Эта унылая серая слякоть в Назарете не напоминала ли Гоголю заключения «Повести о том, как поссорился Иван Иванович с Иваном Никифоровичем?» «Дождь лил ливмя на жида, накрывшегося рогожкою. Сырость меня проняла насквозь… Опять то же поле, местами изрытое, черное, местами зеленеющее, мокрые галки и вороны, однообразный дождь, слезливое, без просвету, небо!.. Скучно на этом свете, господа!»
Что значит эта серая паутина дождя, эта стена сонной серой мглы, точно серого пепла между христианством Гоголя, может быть, всем нашим христианством и подлинным Христом — «отроком из Назарета»? Не есть ли это стена всех «1847 лет» исторического христианства? Ведь и Гоголь в христианстве своем отрекся от земли, проклял землю; не потому ли и в Святой земле нашел он землю не святую? Искал на земле только неба и не нашел ни неба, ни земли, а лишь то, что в вечной середине между небом и землей — серую холодную мглу, серый стынущий пепел христианства, которое «не удалось», «не выгорело».

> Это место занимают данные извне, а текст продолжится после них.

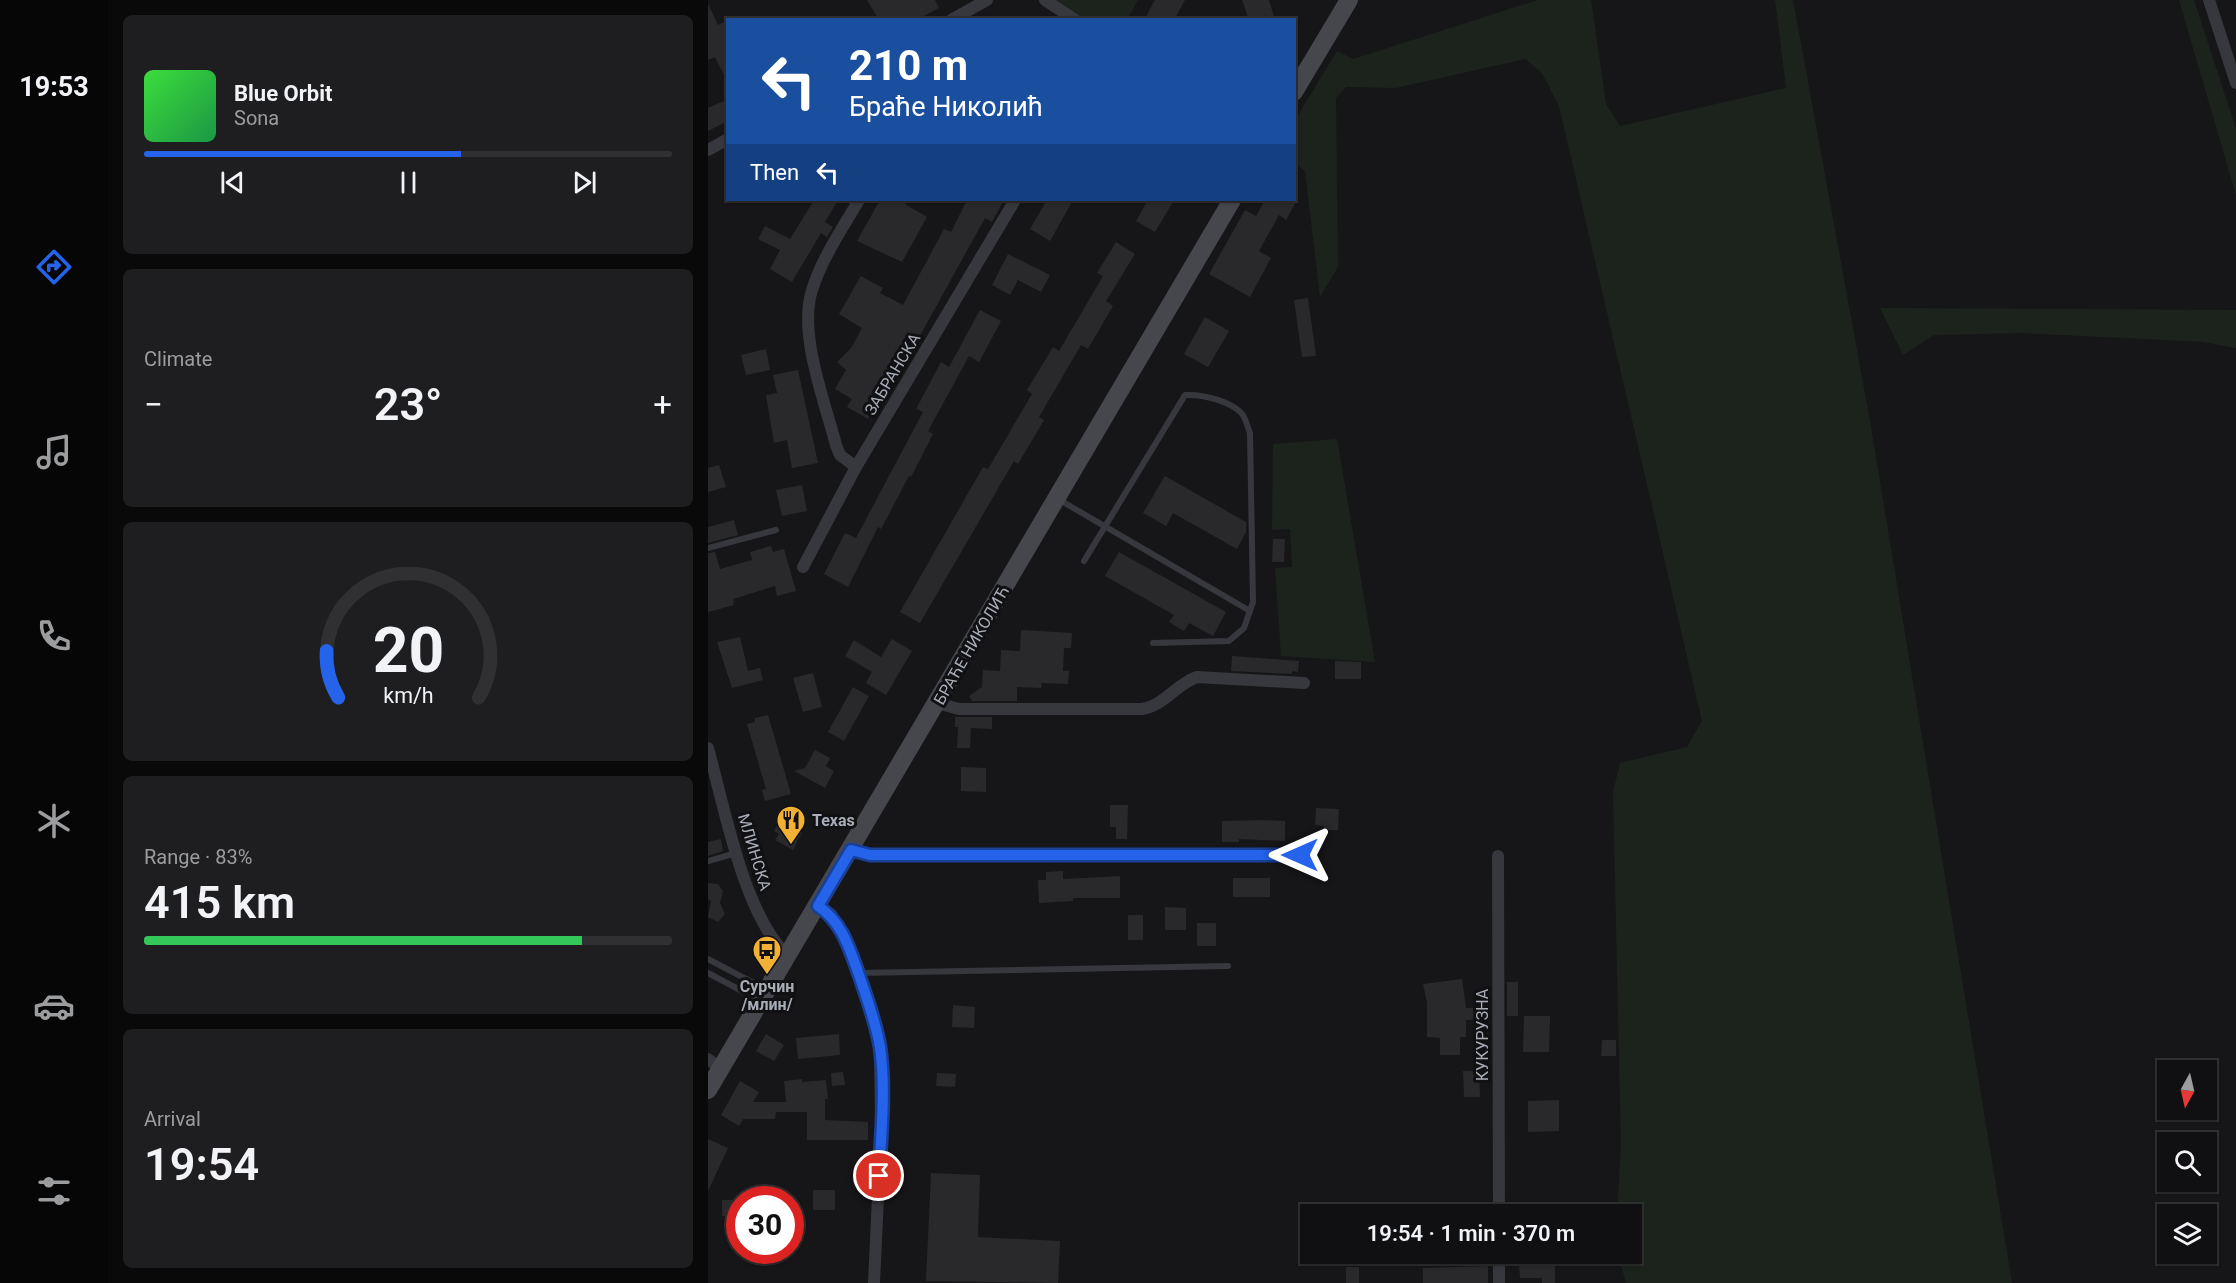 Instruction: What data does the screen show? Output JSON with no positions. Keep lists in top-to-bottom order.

Гоголь — в Назарете, стране Благовещения, там, где впервые небо стало земным, земля — небесною, застигнутый серою слякотью, «как бы это случилось в России, на станции», глядящий на «мокрых галок и ворон», на «слезливое, без просвета небо» и даже не плачущий, а только зевающий: «скучно на этом свете!» — не символ ли это всего современного, серединного, ни холодного, ни горячего, а лишь теплого, ни черного, ни белого, а лишь серого, ни пляшущего, ни плачущего, а лишь «зевающего» христианства?
«И непонятною тоскою уже загорелась земля, черствее и черствее становится жизнь; все мельчает и мелеет, и возрастает только в виду у всех один исполинский образ скуки, достигая с каждым днем неизмеримейшего роста. Все глухо, могила повсюду. Боже! Пусто и страшно становится в твоем мире!»